Siplast, Inc. (Siplast) had contracted with the Archdiocese of New York (the Archdiocese) to install a roof membrane system at a high school in the Bronx, New York. Id. at *1. As part of the contract, Siplast guaranteed that the roof membrane system would remain in a watertight condition for at least twenty years. Id. at *2. If it did not, Siplast would repair the roof membrane system at its own expense. Id.

Several years after the installation, the Archdiocese observed water damage in the ceiling tiles at the high school. Id. The Archdiocese contacted Siplast, who attempted to repair the damage and prevent further leaks; however, leaks and resultant damage continued to occur. Id. Siplast subsequently refused to make any more improvements to the roof. Id.

The Archdiocese retained a consultant, who noted significant issues with both the workmanship and the materials used in the roof membrane system. Id. at *2-3. The consultant determined that the only way to remediate the issues would be to replace the failed membrane with a new one. Id. at *3.

The Archdiocese sued Siplast, which tendered its defense to Employers Mutual Casualty Company (EMCC) under several commercial general liability policies that Siplast had purchased from EMCC. Id. at *6. EMCC denied Siplast’s claim pursuant to, inter alia, the policies’ “Your Product/Your Work Exclusion.” Id.

Siplast filed a declaratory judgment action, seeking a declaration that it was entitled to coverage under the policies. Id. at 6. Both parties moved for summary judgment, and the District Court ruled in favor of the carrier, finding that – while the underlying complaint did allege “property damage” that was caused by an “occurrence” – the alleged damage nevertheless fit within the policies’ “Your Product/Your Work Exclusion.” Id. at *6-7.
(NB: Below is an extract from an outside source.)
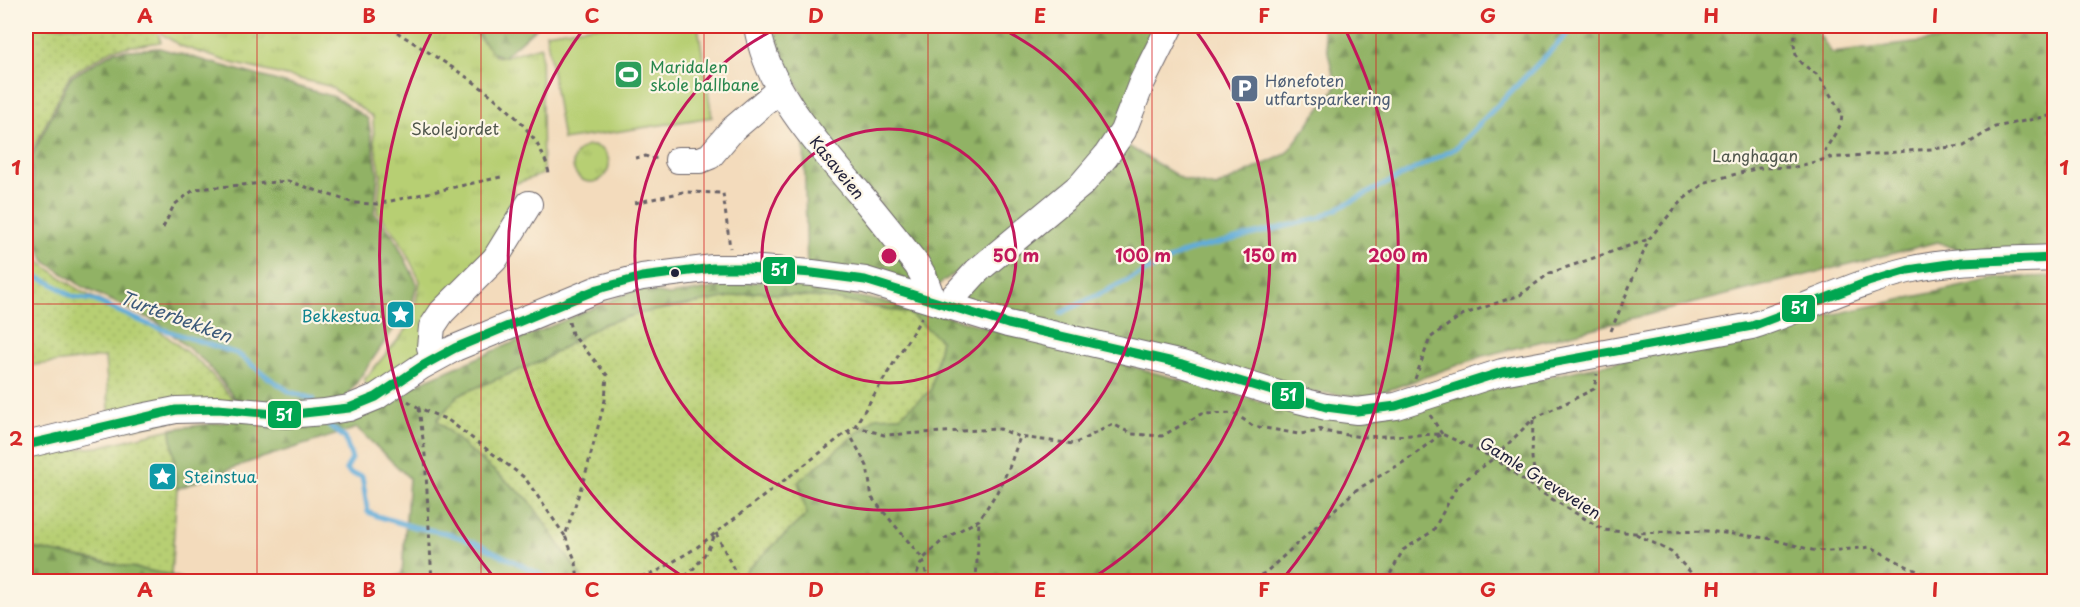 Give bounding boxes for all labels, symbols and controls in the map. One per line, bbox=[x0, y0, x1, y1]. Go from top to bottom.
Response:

The Fifth Circuit, applying Texas law, reversed. Relying on Wilshire Insurance Company v. RJT Construction, LLC, 581 F.3d 222 (5th Cir. 2009), and Building Specialties, Incorporated v. Liberty Mutual Fire Insurance Company, 712 F. Supp. 2d 628 (S.D. Tex. 2010), the Fifth Circuit explained that if a “complaint alleges damage to and seeks damages for any property that is not the insured’s product or directly subject to the insured’s work,” then the “claim falls outside of a ‘your product/your work’ exclusion” and the insurer has a duty to defend.” Id. at *12. If, however, a complaint “solely alleges facts and damage to the insured’s own products, or solely seeks to recover the costs to repair the insured’s work, then it is covered by a ‘your product/your work’ exclusion and the duty to defend remains dormant.” Id.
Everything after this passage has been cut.